With the Secretary of State for Wales, etc, pondering whether to sign the restoration order for the Assembly and the DUP executive due to meet today, in the Irish Times Frank Millar reports the latest soundings on possible transitional arrangements. Adds DUP Executive meeting ends after five-and-a-half hours – “As negotiations with the British government continue, a DUP spokesman described the meeting as “constructive and good”. However, he stopped short of making any statement on the outcome of the meeting.”From the Irish Times
However, while plans are in hand for a first meeting of a new executive on Tuesday – which officials say is necessary to defer controversial water charges – some Whitehall sources conceded yesterday that the process could still “crash” at this point.
And the mood of uncertainty deepened last night with the suggestion that the DUP might think to “turn the tables” on the British and Irish governments at the last gasp by committing to powersharing while effectively setting its own timetable for its commencement. It is believed this tougher option emerged after Mr Blair flatly rejected Mr Robinson’s demand for emergency legislation that might have seen an executive appointed on Monday and then effectively “suspended” or “frozen” for a “transitional period” of two months.
Official sources refused to be drawn on the issue last night, while at the same time questioning the quality of any commitment that might be offered by the DUP to actually form an administration on a specified date in May. In advance of last night’s Downing Street encounter they had also been adamant that Mr Blair would not concede to demands for new legislation, and that any “transitional” arrangements giving a new executive a “breathing space” to bed-down would have to be within the existing legal framework.

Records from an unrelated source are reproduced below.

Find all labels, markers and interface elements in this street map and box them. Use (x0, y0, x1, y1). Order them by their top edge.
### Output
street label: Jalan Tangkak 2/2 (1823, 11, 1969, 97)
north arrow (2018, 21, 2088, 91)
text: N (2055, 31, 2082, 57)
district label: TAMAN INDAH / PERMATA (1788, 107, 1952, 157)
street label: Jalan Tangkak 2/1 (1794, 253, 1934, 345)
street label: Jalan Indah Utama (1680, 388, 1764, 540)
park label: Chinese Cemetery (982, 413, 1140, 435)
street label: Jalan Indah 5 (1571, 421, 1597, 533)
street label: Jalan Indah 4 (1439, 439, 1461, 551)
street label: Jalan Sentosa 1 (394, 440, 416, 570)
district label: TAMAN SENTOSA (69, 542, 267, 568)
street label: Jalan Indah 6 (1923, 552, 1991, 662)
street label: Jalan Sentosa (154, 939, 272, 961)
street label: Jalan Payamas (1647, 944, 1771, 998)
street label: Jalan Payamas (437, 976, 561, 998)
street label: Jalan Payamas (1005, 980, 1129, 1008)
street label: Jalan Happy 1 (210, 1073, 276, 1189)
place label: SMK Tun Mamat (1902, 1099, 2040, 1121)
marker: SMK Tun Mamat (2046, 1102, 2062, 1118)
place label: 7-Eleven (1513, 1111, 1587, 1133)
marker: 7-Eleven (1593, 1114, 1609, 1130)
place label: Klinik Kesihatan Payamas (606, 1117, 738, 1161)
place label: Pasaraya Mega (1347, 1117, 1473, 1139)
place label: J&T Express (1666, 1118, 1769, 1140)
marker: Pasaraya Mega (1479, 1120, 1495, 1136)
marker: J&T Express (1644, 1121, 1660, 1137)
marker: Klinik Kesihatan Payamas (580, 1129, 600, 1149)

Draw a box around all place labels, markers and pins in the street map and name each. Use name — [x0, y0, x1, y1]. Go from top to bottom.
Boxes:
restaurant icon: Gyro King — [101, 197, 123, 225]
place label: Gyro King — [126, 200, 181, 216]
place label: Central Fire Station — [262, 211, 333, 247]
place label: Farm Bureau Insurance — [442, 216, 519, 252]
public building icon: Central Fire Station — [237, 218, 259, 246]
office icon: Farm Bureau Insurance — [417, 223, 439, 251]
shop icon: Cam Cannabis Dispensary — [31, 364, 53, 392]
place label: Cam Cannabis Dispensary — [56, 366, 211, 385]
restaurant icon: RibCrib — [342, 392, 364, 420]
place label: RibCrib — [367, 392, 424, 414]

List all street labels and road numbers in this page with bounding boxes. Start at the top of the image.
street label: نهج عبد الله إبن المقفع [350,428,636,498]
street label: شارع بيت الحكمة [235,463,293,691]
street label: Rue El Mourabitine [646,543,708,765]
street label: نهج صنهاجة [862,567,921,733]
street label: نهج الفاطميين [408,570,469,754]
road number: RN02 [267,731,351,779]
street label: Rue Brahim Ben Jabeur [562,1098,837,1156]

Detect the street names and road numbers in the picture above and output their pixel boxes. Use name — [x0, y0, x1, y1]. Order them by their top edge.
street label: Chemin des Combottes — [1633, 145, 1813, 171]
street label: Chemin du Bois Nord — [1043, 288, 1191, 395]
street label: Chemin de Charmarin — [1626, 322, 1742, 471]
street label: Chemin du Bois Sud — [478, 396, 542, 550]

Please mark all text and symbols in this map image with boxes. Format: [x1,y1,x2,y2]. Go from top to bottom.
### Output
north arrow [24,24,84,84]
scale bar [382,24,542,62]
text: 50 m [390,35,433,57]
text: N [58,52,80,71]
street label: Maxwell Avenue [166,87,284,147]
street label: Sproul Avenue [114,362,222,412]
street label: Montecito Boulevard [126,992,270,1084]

The sources said this was because if a transitional period was actually to be presented by the DUP as an additional “testing period” for Sinn Féin, that by definition would be conditional and so no confidence could be placed in any promise that DUP doubters would be willing to see an executive “go live” even in May.
Opposition sources yesterday challenged Number 10’s insistence that, in any event, new legislation was not an option, because the House of Commons is set to rise for the Easter break on Thursday. The Irish Times was told that the government could if necessary abbreviate the recess and have it sit on Friday. However, the underlying political calculation appeared to be simply that Sinn Féin would not participate in the nomination of an executive on Monday which was to be effectively suspended come Tuesday.